Keywords

1 Introduction

Artificial intelligence has entered a new period of integration as of the twenty-first century. Machine learning, the foundational technology of artificial intelligence, is also the attention of architects. Most research use generative adversarial networks (GAN), which produce building facades (Isola et al. 2016) and layouts (Huang and Zheng 2018), to apply machine learning to generative design. These studies demonstrate that GAN trained on labeled samples is very adept at learning the shape of architectural features and their position arranged in building faces and planes. Supervised GANs like Pix2Pix HD (Park et al. 2019), and cycleGAN (Zhu et al. 2017) require conditional input during both training and inference. However, it is challenging to transition between tasks using this GAN model, which was trained using specific samples. For instance, creating structures with various architectural styles necessitates training several models. Moreover, the sample size is the key impediment. Even while unsupervised models like DCGAN (Radford et al. 2015) can train a lot of samples, handling downstream tasks is still challenging.

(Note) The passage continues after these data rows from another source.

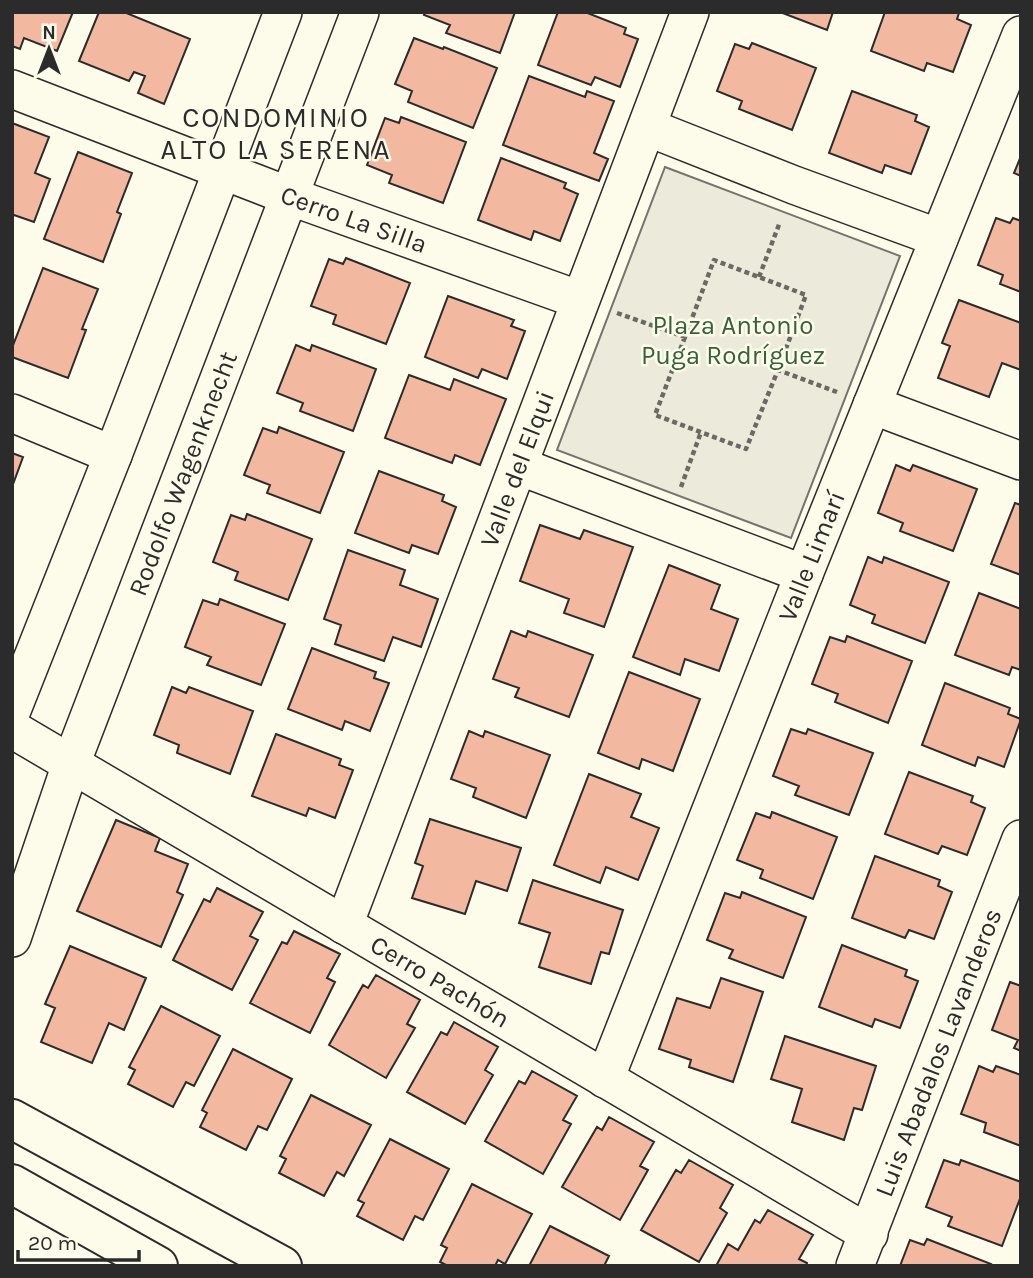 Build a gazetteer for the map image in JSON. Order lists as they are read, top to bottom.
{
  "streets": {
    "street": [
      "Cerro La Silla",
      "Valle del Elqui",
      "Rodolfo Wagenknecht",
      "Valle Limarí",
      "Cerro Pachón",
      "Luis Abadalos Lavanderos"
    ]
  },
  "crossings": [
    ["Cerro La Silla", "Valle del Elqui"],
    ["Cerro La Silla", "Rodolfo Wagenknecht"],
    ["Valle del Elqui", "Cerro Pachón"],
    ["Rodolfo Wagenknecht", "Cerro Pachón"],
    ["Valle Limarí", "Cerro Pachón"],
    ["Cerro Pachón", "Luis Abadalos Lavanderos"]
  ],
  "districts": ["CONDOMINIO ALTO LA SERENA"],
  "parks": ["Plaza Antonio Puga Rodríguez"],
  "scale_bar": "20 m",
  "north": "top"
}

Multi-modal task processing has become a hot area of research in recent years, including text-to-image generation, as the drawbacks of training samples have been greatly reduced. The Stable Diffusion model (Rombach et al. 2021) is a model for text-to-image generating tasks and creates detailed images from text descriptions. Midjourney (Borji 2022) and DALLE 2 (Ramesh et al. 2022) are models that are comparable to this one. These techniques for creating images to text have been applied broadly in disciplines like architectural design. In the AI Spring series of courses co-organized by DigitalFUTURES & FIU DDes in 2022, the application of text-to-image advanced technology in the field of architecture will be discussed.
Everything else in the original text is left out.